Traders are starting to throw in the towel on hopes that the Federal Reserve will cut interest rates in March, just as one of the bond market’s most closely followed measures of long-term inflation expectations is edging higher.
Fed-funds futures traded at levels on Friday that imply a 52.6% chance of no quarter-point rate cut at the Fed’s March meeting, according to the CME FedWatch Tool. That is the highest likelihood of no action at that meeting in more than a month. In addition, traders pulled back slightly on the chances of up to seven rate cuts by December.
Meanwhile, the 5-year, 5-year forward inflation-expectation rate rose to 2.4% as of Thursday — up from 2.25% at the start of this year, according to the most recent data from the Federal Reserve Bank of St. Louis. While the magnitude of the rate’s climb might seem slight, it is the upward trajectory that matters. The 5-year, 5-year forward rate is seen as offering a more timely read than Friday’s report from the University of Michigan, which showed that inflation expectations for the year ahead fell to the lowest level since December 2020.
“There is probably some element of the University of Michigan data that’s somewhat backward-looking,” with consumers expecting further declines in inflation due to falling gas prices last year, said Thomas Simons, U.S. economist at Jefferies
“Markets are looking at inflation more closely and thinking it could get quite sticky,” Simons said via phone on Friday. All of this “certainly suggests that the five to seven cuts envisioned by markets are totally wrong. If inflation trends higher or continues to stay sticky where it is, some of those cuts will need to come out.”
Investors and traders began 2024 with hopes that inflation would continue to ease toward the Fed’s 2% target, which would then allow policy makers to deliver what’s known as “maintenance” cuts to keep interest rates from becoming too restrictive. Instead, Fed officials have been pushing back on the market’s thinking, particularly around the idea of a first rate cut being delivered in March.
Inflation, based on the annual headline rate of the consumer-price index, moved up to 3.4% in December, despite the fact that the Fed’s main policy target has been between 5.25% and 5.5%, the highest level in almost 23 years.

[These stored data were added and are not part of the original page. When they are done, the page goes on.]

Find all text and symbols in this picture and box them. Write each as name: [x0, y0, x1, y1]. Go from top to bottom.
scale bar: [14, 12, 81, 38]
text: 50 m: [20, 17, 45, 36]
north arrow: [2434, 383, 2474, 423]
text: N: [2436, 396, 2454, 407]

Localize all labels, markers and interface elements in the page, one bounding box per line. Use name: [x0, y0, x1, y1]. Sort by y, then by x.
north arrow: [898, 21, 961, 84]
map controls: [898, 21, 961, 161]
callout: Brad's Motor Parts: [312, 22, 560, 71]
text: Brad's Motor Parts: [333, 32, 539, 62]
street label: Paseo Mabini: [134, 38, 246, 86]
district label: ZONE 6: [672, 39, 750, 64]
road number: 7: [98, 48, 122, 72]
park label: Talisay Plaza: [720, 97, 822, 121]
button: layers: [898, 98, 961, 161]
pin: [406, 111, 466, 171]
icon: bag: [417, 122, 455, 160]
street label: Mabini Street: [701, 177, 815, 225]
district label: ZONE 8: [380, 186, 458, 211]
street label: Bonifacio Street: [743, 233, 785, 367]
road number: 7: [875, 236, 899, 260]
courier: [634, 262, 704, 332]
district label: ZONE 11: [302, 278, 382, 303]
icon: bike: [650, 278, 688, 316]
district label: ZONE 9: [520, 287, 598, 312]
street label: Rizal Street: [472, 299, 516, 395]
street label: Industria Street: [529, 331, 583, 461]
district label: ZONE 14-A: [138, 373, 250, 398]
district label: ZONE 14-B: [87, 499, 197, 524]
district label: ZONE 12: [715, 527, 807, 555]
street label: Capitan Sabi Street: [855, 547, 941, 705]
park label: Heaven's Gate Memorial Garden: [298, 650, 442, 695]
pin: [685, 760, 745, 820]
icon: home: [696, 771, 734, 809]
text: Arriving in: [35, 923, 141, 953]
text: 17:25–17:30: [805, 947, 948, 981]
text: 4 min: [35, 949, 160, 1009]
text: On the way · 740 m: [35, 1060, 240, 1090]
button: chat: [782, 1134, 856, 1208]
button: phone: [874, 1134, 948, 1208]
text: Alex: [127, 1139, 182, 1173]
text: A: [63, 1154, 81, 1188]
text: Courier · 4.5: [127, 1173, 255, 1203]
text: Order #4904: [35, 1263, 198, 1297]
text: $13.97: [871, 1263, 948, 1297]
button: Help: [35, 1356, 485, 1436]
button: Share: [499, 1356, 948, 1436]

Traders look to the 5-year, 5-year forward rate because it offers a signal of where inflation is likely to settle over the long term, after near-term risks have abated. The rate also nudged up in November in the absence of any major developments, underscoring the bond market’s continued focus on the possibility of further upside in price gains.
Treasury yields ended mostly higher on Friday, sending the policy-sensitive 2-year rate
to a one-month high of 4.406%, after University of Michigan data showed consumer sentiment soared in January. U.S. stocks
also finished higher, fueled by investor enthusiasm over artificial-intelligence names, with the S&P 500 scoring a record close of around 4,840.
On Thursday, an $18 billion auction of 10-year Treasury inflation-protected securities was greeted with strong demand from investors, suggesting a continued need for inflation protection.